Lenders are not expected to include a facility in their internal reporting of SLL transactions until the sleeping SLL terms are switched on, and those terms meet that lender's internal SLL requirements.
“Incorporating a streamlined ability to include a sustainability-linked feature in a loan at a later date is one that must be carefully considered, but may be a helpful tool for borrowers. Ultimately, it is essential that the rigor of constructing the sustainability-linked feature when it comes mirrors that of a Day 1 SLL.”
Tess Virmani – Deputy General Counsel and Head of Policy at the LSTA
4. Into the detail
The extent to which SLL provisions can be agreed pre-signing will depend upon the specifics of each transaction and should in any event reflect the SLLP. Before putting pen to paper – or having your legal adviser do the same – specific consideration should be given to:
- Whether only the KPI(s) and/or SPTs need to be agreed post-signing or whether other SLL provisions also need agreeing;
- How the SLL amendments will be incorporated into the facility agreement (e.g. by way of a certificate, amendment letter or amendment and restatement agreement requiring conditions precedent such as legal opinions);
- What level of consent is required to approve any SLL amendments, i.e. can a lender be dragged into a SLL financing which has SLL terms that do not satisfy its internal criteria; and
- Any additional requirements sustainability coordinator(s) and lenders may need to satisfy regarding sleeping SLLs.
The answer to these questions will have implications regarding the customer relationship, the economics under the financing and consequences regarding other internal and external items.
In consideration of the above, sleeping SLL terms should use the LMA's Draft Provisions for SLLs6 as far as possible to ensure alignment with the SLLP, noting that the sleeping construct itself is not catered for.
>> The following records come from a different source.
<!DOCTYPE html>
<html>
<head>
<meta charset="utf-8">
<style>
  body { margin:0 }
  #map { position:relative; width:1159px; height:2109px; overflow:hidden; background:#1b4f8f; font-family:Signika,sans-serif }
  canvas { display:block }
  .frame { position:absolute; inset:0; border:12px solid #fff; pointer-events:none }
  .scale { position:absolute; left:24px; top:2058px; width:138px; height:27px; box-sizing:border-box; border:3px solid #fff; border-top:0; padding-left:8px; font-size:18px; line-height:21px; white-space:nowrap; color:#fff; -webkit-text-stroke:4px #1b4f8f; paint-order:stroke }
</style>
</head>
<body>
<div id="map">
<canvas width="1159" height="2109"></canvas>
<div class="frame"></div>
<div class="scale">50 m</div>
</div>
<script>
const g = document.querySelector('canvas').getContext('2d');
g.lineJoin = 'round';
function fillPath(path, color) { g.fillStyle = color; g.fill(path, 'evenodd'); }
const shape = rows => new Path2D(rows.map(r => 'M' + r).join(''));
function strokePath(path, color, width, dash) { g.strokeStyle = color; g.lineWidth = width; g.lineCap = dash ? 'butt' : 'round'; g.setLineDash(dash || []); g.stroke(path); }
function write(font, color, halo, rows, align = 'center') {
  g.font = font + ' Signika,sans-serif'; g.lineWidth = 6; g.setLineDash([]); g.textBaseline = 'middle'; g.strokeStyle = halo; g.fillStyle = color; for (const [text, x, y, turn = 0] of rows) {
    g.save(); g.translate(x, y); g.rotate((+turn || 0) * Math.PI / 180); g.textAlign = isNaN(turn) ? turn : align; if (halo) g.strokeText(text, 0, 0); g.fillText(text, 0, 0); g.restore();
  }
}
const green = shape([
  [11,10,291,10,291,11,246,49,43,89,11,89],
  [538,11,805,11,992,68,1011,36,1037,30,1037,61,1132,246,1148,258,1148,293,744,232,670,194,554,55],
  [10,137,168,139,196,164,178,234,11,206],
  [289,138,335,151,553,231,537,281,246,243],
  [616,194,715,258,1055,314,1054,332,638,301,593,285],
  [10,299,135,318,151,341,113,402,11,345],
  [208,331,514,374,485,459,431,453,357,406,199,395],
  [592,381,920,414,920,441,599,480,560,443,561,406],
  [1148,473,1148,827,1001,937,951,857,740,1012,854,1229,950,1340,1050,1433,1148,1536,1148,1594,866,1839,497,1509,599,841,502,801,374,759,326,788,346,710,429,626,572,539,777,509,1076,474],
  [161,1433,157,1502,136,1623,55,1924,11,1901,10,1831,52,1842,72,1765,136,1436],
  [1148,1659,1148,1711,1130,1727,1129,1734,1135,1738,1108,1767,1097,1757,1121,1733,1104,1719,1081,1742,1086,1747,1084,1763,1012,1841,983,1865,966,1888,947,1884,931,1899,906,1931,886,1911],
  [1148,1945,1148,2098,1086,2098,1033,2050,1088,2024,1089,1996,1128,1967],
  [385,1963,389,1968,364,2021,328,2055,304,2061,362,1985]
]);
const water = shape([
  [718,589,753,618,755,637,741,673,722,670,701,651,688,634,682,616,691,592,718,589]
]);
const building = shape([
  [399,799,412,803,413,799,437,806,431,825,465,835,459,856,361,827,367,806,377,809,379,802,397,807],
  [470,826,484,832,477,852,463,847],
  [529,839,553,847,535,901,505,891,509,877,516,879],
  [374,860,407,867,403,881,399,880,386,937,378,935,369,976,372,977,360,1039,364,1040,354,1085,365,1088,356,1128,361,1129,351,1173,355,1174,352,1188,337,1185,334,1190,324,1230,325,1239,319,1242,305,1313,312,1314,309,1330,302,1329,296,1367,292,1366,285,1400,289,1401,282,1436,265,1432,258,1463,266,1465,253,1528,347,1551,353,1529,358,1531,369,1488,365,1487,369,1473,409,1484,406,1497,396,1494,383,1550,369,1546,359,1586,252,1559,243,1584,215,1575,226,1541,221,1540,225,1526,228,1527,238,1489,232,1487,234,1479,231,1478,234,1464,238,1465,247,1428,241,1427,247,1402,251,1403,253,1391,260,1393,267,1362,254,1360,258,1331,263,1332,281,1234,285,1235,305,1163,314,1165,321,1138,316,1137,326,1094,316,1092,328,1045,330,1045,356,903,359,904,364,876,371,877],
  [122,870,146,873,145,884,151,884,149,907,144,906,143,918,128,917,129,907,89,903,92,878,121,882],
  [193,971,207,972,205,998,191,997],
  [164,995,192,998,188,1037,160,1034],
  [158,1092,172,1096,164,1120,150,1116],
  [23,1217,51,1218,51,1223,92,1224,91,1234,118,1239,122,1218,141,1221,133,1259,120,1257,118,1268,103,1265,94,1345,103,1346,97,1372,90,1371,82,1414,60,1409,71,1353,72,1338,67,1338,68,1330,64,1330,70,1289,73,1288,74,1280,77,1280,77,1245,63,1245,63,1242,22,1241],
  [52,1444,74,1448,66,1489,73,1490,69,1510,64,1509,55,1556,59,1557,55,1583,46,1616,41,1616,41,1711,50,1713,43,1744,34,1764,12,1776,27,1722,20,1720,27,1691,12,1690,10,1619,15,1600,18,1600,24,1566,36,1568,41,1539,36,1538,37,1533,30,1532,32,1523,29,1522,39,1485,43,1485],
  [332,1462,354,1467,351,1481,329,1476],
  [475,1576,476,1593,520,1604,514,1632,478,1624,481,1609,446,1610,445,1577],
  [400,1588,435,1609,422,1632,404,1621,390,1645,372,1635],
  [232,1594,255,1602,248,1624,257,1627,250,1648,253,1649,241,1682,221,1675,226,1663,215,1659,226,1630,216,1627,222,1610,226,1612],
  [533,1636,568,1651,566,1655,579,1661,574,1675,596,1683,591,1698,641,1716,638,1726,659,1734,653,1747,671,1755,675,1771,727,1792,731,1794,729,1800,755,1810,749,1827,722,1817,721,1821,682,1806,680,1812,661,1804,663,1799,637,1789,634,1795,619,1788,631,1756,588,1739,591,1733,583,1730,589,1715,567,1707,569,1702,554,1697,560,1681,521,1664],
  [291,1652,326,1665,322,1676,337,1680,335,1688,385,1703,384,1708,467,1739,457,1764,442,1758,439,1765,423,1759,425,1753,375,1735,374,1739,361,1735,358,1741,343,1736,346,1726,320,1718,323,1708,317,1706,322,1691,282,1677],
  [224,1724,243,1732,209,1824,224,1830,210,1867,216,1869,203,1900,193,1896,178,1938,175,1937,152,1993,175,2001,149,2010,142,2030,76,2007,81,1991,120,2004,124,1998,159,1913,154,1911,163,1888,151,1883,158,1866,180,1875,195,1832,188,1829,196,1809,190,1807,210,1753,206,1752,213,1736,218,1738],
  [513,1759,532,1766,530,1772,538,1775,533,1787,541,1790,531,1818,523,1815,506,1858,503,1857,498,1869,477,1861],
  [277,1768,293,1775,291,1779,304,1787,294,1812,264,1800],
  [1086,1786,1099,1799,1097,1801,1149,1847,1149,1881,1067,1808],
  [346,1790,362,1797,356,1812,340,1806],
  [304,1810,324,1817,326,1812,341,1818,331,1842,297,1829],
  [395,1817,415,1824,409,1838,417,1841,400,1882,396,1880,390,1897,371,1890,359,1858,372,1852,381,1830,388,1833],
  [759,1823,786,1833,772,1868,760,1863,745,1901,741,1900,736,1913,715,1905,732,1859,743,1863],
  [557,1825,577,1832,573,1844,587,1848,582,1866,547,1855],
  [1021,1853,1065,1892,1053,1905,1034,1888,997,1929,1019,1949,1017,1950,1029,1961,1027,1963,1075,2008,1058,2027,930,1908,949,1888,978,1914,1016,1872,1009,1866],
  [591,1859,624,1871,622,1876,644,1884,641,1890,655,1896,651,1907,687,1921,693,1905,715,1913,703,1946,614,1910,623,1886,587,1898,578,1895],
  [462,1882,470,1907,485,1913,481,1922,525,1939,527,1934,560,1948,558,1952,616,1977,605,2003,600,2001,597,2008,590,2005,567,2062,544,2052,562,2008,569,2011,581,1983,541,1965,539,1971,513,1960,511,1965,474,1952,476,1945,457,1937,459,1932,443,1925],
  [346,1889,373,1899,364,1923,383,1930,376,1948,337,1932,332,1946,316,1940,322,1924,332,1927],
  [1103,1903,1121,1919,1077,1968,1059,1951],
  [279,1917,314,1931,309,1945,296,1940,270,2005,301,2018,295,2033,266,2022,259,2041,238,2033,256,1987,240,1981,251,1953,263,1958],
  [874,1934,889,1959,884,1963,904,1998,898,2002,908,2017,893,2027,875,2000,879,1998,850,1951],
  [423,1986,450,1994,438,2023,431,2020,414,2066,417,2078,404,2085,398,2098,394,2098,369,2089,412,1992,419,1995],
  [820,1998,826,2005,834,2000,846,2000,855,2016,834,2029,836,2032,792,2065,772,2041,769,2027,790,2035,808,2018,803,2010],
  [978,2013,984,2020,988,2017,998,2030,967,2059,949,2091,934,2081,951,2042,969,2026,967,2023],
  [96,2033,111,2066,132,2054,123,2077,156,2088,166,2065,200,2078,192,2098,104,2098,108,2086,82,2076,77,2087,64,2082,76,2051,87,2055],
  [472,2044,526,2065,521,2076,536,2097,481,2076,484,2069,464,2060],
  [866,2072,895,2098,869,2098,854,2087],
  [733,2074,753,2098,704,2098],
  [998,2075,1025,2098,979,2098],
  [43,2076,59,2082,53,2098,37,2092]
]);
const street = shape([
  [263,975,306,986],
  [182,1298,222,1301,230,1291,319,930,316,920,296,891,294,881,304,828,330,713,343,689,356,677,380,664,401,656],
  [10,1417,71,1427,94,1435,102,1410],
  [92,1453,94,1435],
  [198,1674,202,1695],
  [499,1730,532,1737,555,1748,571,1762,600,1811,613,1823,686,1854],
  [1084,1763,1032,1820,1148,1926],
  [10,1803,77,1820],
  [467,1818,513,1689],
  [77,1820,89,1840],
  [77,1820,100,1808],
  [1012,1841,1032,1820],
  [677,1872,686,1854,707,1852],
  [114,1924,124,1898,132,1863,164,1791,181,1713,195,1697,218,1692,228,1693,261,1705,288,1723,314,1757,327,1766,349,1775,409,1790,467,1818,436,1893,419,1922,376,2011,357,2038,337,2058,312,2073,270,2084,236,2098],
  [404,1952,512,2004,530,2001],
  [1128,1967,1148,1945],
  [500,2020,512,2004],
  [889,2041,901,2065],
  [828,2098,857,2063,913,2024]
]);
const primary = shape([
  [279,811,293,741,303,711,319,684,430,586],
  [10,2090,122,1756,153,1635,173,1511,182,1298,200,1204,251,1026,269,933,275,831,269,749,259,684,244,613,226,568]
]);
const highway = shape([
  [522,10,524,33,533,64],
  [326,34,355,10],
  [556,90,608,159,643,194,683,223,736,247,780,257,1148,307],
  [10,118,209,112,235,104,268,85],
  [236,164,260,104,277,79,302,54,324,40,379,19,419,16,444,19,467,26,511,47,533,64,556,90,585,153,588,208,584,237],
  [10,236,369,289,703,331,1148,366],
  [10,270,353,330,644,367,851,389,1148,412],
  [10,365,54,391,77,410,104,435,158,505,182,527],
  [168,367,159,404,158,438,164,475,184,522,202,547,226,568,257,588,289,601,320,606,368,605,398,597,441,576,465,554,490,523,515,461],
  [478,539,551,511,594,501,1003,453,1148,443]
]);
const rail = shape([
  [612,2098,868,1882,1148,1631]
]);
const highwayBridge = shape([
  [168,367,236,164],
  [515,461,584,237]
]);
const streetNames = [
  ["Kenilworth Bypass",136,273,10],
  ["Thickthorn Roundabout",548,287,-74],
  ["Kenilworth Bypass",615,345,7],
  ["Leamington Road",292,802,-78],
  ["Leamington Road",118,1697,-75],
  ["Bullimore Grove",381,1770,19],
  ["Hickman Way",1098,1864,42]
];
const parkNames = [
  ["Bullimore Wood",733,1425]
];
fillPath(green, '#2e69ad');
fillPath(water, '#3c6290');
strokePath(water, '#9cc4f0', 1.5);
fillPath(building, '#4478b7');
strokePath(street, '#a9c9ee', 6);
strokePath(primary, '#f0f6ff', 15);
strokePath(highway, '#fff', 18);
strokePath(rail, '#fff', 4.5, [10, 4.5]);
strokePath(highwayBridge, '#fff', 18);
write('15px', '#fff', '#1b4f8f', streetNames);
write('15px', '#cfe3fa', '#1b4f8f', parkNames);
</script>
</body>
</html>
As the KPI(s) and/or SPTs are often not agreed on sleeping SLL transactions at signing, additional terms will be necessary to incorporate the parties' agreement of these components and, only then, for the parties to label the facility as a SLL. The LMA recommends that the sustainability co-ordinator assists with the agreement of the KPI(s), SPTs and any other amendments required to "switch on" the SLL terms. However, some banks may be apprehensive regarding agreeing to terms or a transaction process where no detailed settled market practice exists for fear they and their financing are viewed as “leading the market”.
“The sleeping construct is something we are deliberating from a drafting perspective as we approach the first anniversary of the Draft Provisions. The LSTA have successfully incorporated guardrails for sleeping SLLs into their own Drafting Guidance for SLLs, and this is something we will consider adding to our own Draft Provisions later this year.”
Gemma Lawrence-Pardew – Head of Sustainability at the LMA
5. Looking ahead
If not applied correctly, use of a sleeping SLL construct could raise SLL integrity-related concerns, increasing greenwashing risk and reputational harm for those parties involved. However, whilst it pays to be mindful of the potential risks and criticisms occurring from a sleeping SLL construct in each individual instance, the potential positives should not be underplayed.
As companies continue to navigate the regulatory landscape, which has become a critical consideration when implementing their sustainability strategies, a sleeping SLL could be a helpful bridge available to a borrower in order to find the right balance between a commitment to further its sustainable finance strategy and its evolving sustainability reporting obligations.